Managing such teams effectively demands good cross-cultural skills and understanding, and knowledge of other management approaches and work/life balance issues that may be typical in other countries.
To be the most effective at managing cross cultural teams requires leaders that have good global skills and knowledge already. Literally, we need to have global skills for managing our U.S. based teams!
I have added a new link at upper right of this blog to my Population Demographic Series, which is hosted on my tech/business blog. There, I document interesting observations about global population demographics – almost all of the world is at zero population growth, and much is now in a declining population growth – and has been for 20-30 years. This comes as a surprise to most of us, in part, because this is not widely reported in the media.
A side effect is the majority of U.S. population growth is now from immigration and within about 20 years, 100% of US growth will come from immigration.

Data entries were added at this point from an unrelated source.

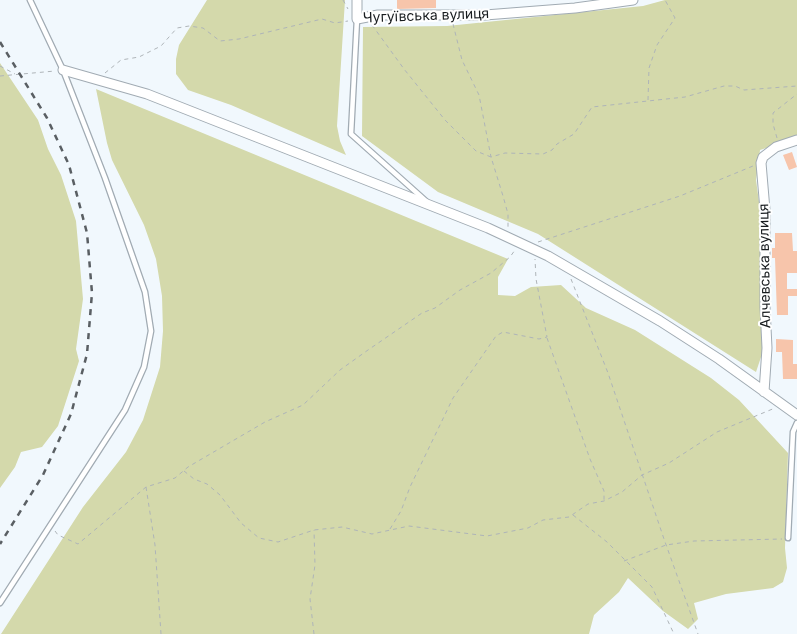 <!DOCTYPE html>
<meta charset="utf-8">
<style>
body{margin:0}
canvas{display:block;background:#f1f8fd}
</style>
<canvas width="797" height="634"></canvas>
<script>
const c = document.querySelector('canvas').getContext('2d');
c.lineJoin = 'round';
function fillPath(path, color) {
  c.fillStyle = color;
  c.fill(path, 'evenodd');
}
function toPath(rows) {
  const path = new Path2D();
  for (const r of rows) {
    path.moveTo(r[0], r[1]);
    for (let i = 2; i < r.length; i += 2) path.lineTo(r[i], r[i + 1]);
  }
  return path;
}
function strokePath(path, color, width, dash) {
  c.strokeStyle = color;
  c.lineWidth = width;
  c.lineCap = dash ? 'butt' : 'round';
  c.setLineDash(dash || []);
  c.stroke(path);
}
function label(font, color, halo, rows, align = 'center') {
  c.font = font + ' Inter,sans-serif';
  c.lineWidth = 4;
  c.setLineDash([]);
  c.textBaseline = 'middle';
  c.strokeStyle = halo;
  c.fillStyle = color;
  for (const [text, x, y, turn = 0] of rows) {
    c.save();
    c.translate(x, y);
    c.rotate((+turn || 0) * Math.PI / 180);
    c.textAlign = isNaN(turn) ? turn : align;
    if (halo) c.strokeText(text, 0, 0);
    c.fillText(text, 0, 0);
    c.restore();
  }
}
fillPath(toPath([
 [207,0,345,0,337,126,340,141,346,155,231,105,188,90,176,74,176,59,179,45],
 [665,0,797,0,797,138,760,150,756,180,762,224,762,354,756,372,538,234,438,192,362,136,363,27,447,26,643,6],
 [0,63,38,120,48,149,61,175,76,221,83,299,76,349,79,361,58,426,42,447,21,452,15,467,0,488],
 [96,89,508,259,498,277,498,295,515,296,531,287,561,285,586,308,635,330,711,378,739,400,788,453,785,548,787,568,783,582,773,588,726,594,694,603,698,619,688,629,663,611,628,578,619,592,594,615,589,634,1,634,83,507,126,452,143,420,160,367,163,331,162,296,156,259,144,225,112,160,107,143]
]), '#d4d9ab');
fillPath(toPath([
 [397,0,436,0,436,8,397,9],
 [792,152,797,167,789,170,783,155],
 [775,233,792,233,793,251,797,251,797,273,787,273,787,289,797,289,797,296,788,296,788,315,777,315,775,258,772,258,772,248,775,248],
 [776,339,793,340,793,364,797,364,797,379,783,379,782,352,776,352]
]), '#f7c5ab');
const lane = toPath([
 [357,19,351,134,427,202],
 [788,538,793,432,797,423],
 [0,603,125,410,144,367,151,331,145,292,105,178,63,70,30,0]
]);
const street = toPath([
 [357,0,357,19,378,15,485,15,575,8,633,0],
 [63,70,147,94,488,228,548,256,660,321,719,359,797,415],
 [764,392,767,348,765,307,765,210,761,163,763,157,776,147,797,140]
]);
strokePath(lane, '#a1abb3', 7);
strokePath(street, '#a1abb3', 11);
strokePath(toPath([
 [343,0,348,9],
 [453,24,462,60,479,95,491,157,505,153,543,154,552,150,557,144,574,134,592,107,685,97,724,86,735,86,744,90,797,86],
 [372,25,404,69,445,120,476,151,491,157,503,196,508,214,508,228],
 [0,66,15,74],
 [105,73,121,60,139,57,161,46,177,28,189,26,203,28,220,41,239,39,322,19,335,23,348,21],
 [0,76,55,71],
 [648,100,649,68,657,45,675,18,665,0],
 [777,138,773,124,773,113,797,94],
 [538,242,680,196,753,166],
 [571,279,608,373,664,539,698,634],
 [547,338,590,459,604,491,604,501],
 [184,471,194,479,207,484,220,495,241,523,259,538,278,542,314,530,342,527,372,534,409,526,487,536,528,528,543,520,569,517,588,504,604,501,622,492,642,475,669,463,717,432,775,408],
 [146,487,155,545,161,634],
 [573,515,607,542,652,587,674,634],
 [390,529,401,511,410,487,453,398,496,336,503,332,539,339,547,337,536,279,535,259],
 [55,531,58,535,78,544,146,487,175,478,188,467,265,422,303,405,340,370,368,350,422,313,435,308,460,290,491,273,510,257,515,250],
 [624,561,666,545,694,541,782,539],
 [314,634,310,599,315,565,314,530]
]), '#aeb4b8', 1, [4, 4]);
strokePath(lane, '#fff', 4.5);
strokePath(street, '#fff', 9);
strokePath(toPath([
 [0,42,47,118,69,165,87,233,92,293,87,354,71,414,43,475,0,544]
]), '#5a5f63', 2.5, [6, 6]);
label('14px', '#181c1f', '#fff', [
 ["Чугуївська вулиця",426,16,-2],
 ["Алчевська вулиця",765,266,-91]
]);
</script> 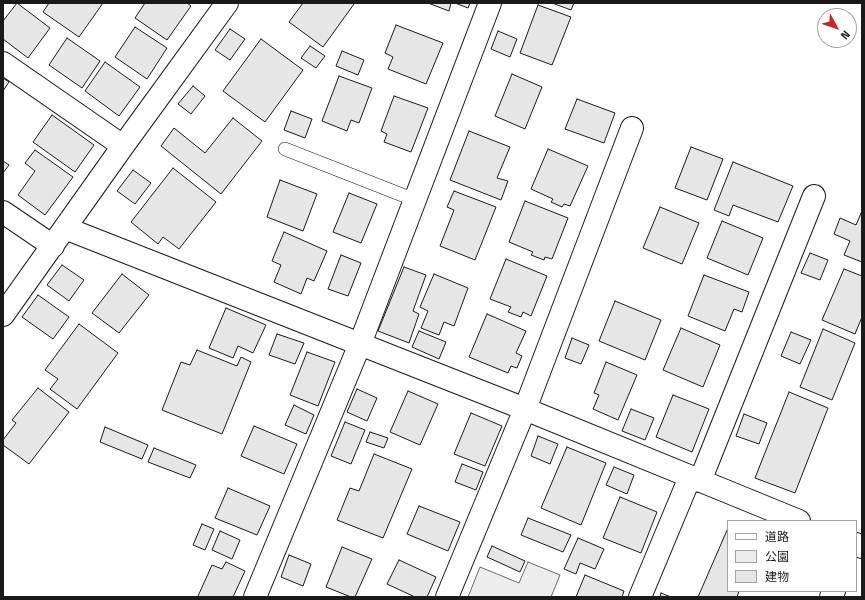 <!DOCTYPE html>
<html>
<head>
<meta charset="utf-8">
<style>
  body { margin:0 }
  #map { position:relative; width:865px; height:600px; overflow:hidden; background:#fff; font-family:"Space Grotesk","Noto Sans JP",sans-serif }
  canvas { display:block }
  .frame { position:absolute; inset:0; border:4px solid #1a1a1a; pointer-events:none }
  .legend { position:absolute; left:727px; top:520px; width:130px; height:72px; box-sizing:border-box; background:#fff; border:1px solid #a3a3a3; margin:0; padding:5px 7px; list-style:none; font-size:12px; color:#1a1a1a }
  .legend li { display:flex; align-items:center; gap:8px; height:20px }
  .legend b { width:20px; border:1px solid #a3a3a3 }
  .north { position:absolute; left:817px; top:8px; width:40px; height:40px; box-sizing:border-box; background:#fff; border:1px solid #a3a3a3; border-radius:50%; rotate:130deg; font-size:11px; font-weight:700; line-height:16px; text-align:center; color:#1a1a1a }
  .north::after { content:''; display:block; margin:auto; width:14px; height:18px; background:#c62828; clip-path:polygon(50% 0,100% 100%,50% 72%,0 100%) }
</style>
</head>
<body>
<div id="map">
<canvas width="865" height="600"></canvas>
<div class="frame"></div>
<ul class="legend">
<li><b style="height:5px;background:#fff"></b>道路</li>
<li><b style="height:11px;background:#ededed"></b>公園</li>
<li><b style="height:11px;background:#e6e6e6"></b>建物</li>
</ul>
<div class="north">N</div>
</div>
<script>
const context = document.querySelector('canvas').getContext('2d');
context.lineJoin = 'round';
function fill(path, color) {
  context.fillStyle = color;
  context.fill(path, 'evenodd');
}
function toPath(rows) {
  const path = new Path2D();
  for (const r of rows) {
    path.moveTo(r[0], r[1]);
    for (let i = 2; i < r.length; i += 2) path.lineTo(r[i], r[i + 1]);
  }
  return path;
}
function stroke(path, color, width, dash) {
  context.strokeStyle = color;
  context.lineWidth = width;
  context.lineCap = dash ? 'butt' : 'round';
  context.setLineDash(dash || []);
  context.stroke(path);
}
const green = toPath([
  [528,562,560,575,551,597,468,597,480,567,519,583,528,562]
]);
fill(green, '#ededed');
stroke(green, '#6a6a6a', 1);
const building = toPath([
  [17,3,50,28,28,58,3,39,3,21,17,3],
  [49,3,103,3,79,37,43,12,49,3],
  [145,3,187,3,191,6,167,40,135,18,145,3],
  [303,3,352,3,354,4,323,47,289,22,303,3],
  [428,3,451,3,449,11,428,3],
  [455,3,470,3,468,8,455,3],
  [552,3,574,3,571,10,552,3],
  [538,5,571,17,552,65,520,53,538,5],
  [396,25,443,43,426,84,388,69,393,57,385,53,396,25],
  [135,27,167,48,147,79,115,57,135,27],
  [230,29,245,39,230,60,215,50,230,29],
  [498,31,517,39,510,57,491,49,498,31],
  [67,38,100,61,82,88,49,65,67,38],
  [261,39,303,70,265,122,223,91,261,39],
  [310,46,325,56,316,68,301,58,310,46],
  [342,51,364,60,358,75,336,66,342,51],
  [105,62,140,87,119,116,85,91,105,62],
  [512,74,542,87,525,129,495,116,512,74],
  [339,76,372,88,359,123,351,120,347,131,322,121,339,76],
  [3,78,9,82,3,91,3,78],
  [193,86,205,96,191,114,178,104,193,86],
  [394,96,428,108,411,152,384,142,387,134,381,131,394,96],
  [577,99,615,113,604,143,565,129,577,99],
  [291,111,312,119,305,138,284,130,291,111],
  [52,115,94,145,75,172,33,142,52,115],
  [233,118,262,141,221,194,161,146,174,128,205,153,233,118],
  [469,131,510,147,497,178,508,181,501,200,450,180,469,131],
  [691,147,723,159,707,200,675,188,691,147],
  [548,149,588,166,570,206,564,204,562,207,551,202,553,199,531,189,548,149],
  [35,150,73,177,45,215,18,195,35,171,25,163,35,150],
  [3,161,9,165,3,173,3,161],
  [733,162,793,186,778,222,733,205,729,216,714,210,733,162],
  [173,168,216,202,179,249,163,237,158,244,131,222,173,168],
  [133,170,151,183,135,204,117,191,133,170],
  [280,180,317,194,303,231,267,217,280,180],
  [454,191,496,207,475,260,440,246,454,210,447,207,454,191],
  [349,193,377,204,361,243,333,232,349,193],
  [525,201,568,218,552,259,545,257,544,260,531,255,533,252,509,242,525,201],
  [660,207,699,223,682,264,643,248,660,207],
  [862,211,862,262,844,255,850,241,834,234,840,218,856,225,862,211],
  [722,221,763,238,748,275,707,258,722,221],
  [284,232,327,251,314,281,307,278,301,294,274,282,281,265,272,261,284,232],
  [810,253,828,260,820,280,801,273,810,253],
  [341,255,361,263,348,296,328,289,341,255],
  [506,259,547,276,531,316,523,312,521,317,508,312,511,307,490,299,506,259],
  [62,265,84,280,69,301,47,285,62,265],
  [404,267,426,275,413,311,419,314,409,343,378,331,404,267],
  [844,269,862,276,862,317,855,334,822,320,844,269],
  [122,274,149,295,119,333,92,313,122,274],
  [434,274,468,288,454,326,444,322,439,335,421,328,428,311,420,307,434,274],
  [704,275,749,292,742,312,734,309,725,331,688,316,704,275],
  [38,295,69,317,53,339,22,317,38,295],
  [615,301,661,320,645,360,599,341,615,301],
  [226,308,266,325,253,353,238,346,233,358,209,348,226,308],
  [487,314,526,331,516,353,522,356,517,368,511,366,508,373,469,357,487,314],
  [79,324,118,353,77,409,50,389,58,379,45,370,79,324],
  [681,328,720,345,703,387,663,370,681,328],
  [823,329,855,343,832,400,800,387,823,329],
  [419,331,446,342,439,359,412,347,419,331],
  [791,332,811,340,800,364,781,356,791,332],
  [277,334,304,343,295,364,269,355,277,334],
  [572,338,589,345,581,364,565,358,572,338],
  [197,350,237,366,241,357,251,362,222,434,162,410,181,362,190,365,197,350],
  [307,352,335,362,318,406,290,395,307,352],
  [606,362,637,375,618,420,593,409,599,395,594,393,606,362],
  [38,388,69,412,29,464,3,445,3,440,16,423,12,420,38,388],
  [357,389,377,398,367,421,347,412,357,389],
  [408,391,438,404,420,445,390,432,408,391],
  [789,392,828,408,795,493,755,478,789,392],
  [673,395,709,409,692,452,656,437,673,395],
  [294,405,314,415,306,434,285,425,294,405],
  [631,409,654,418,645,440,622,431,631,409],
  [471,413,502,426,485,466,454,454,471,413],
  [744,414,767,423,759,444,736,436,744,414],
  [345,422,365,430,351,464,331,456,345,422],
  [254,426,297,444,284,474,241,456,254,426],
  [105,427,148,445,142,459,100,442,105,427],
  [370,432,388,438,384,448,366,442,370,432],
  [538,436,558,444,550,464,531,456,538,436],
  [567,447,606,463,581,525,541,508,567,447],
  [154,448,196,465,190,478,148,462,154,448],
  [374,454,412,469,383,538,337,520,350,488,359,491,374,454],
  [462,464,483,472,476,490,455,482,462,464],
  [614,467,634,475,627,494,606,485,614,467],
  [228,488,270,506,257,535,215,518,228,488],
  [620,497,657,512,641,553,603,538,620,497],
  [419,506,460,522,448,551,407,534,419,506],
  [528,518,571,535,563,552,521,535,528,518],
  [202,524,214,529,205,550,193,545,202,524],
  [728,528,728,591,739,591,737,597,698,597,728,528],
  [220,531,240,540,232,559,212,550,220,531],
  [578,538,604,549,595,569,580,563,576,574,564,569,578,538],
  [492,546,525,561,520,572,487,557,492,546],
  [342,547,372,559,355,597,351,597,326,587,342,547],
  [289,555,311,564,303,586,281,577,289,555],
  [399,560,436,577,427,597,415,597,387,584,399,560],
  [226,562,245,571,233,597,200,597,198,596,212,565,222,569,226,562],
  [585,575,624,591,622,597,576,597,585,575],
  [661,593,671,597,660,597,661,593]
]);
fill(building, '#e6e6e6');
stroke(building, '#1a1a1a', 1);
const lane = toPath([
  [285,149,415,200]
]);
const street = toPath([
  [3,63,123,146],
  [3,212,53,246],
  [65,228,525,409,799,521],
  [3,315,123,146,227,3],
  [700,481,814,196],
  [856,544,862,547],
  [255,597,360,344,490,3],
  [447,597,525,409,632,128],
  [640,597,690,477],
  [831,597,834,591]
]);
stroke(lane, '#1a1a1a', 14);
stroke(street, '#1a1a1a', 24);
stroke(lane, '#fff', 13);
stroke(street, '#fff', 22);
</script>
</body>
</html>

Because legal immigrants tend to be highly educated and skilled (due to our immigration rules), many of these are our co-workers in U.S. based professional jobs. In my field, for the past 20-30 years, it has been common for 50-75% of our U.S. based team to be immigrants. I have had co-workers from Russia, United Kingdom, China, Taiwan, Australia, India, Philippines, Brazil, Spain, Mexico, India, Sweden, Finland, Ireland, Lebanon, Syria, Israel, South Africa, Hong Kong (when it was not part of China), Canada and Japan. And probably some others I am forgetting.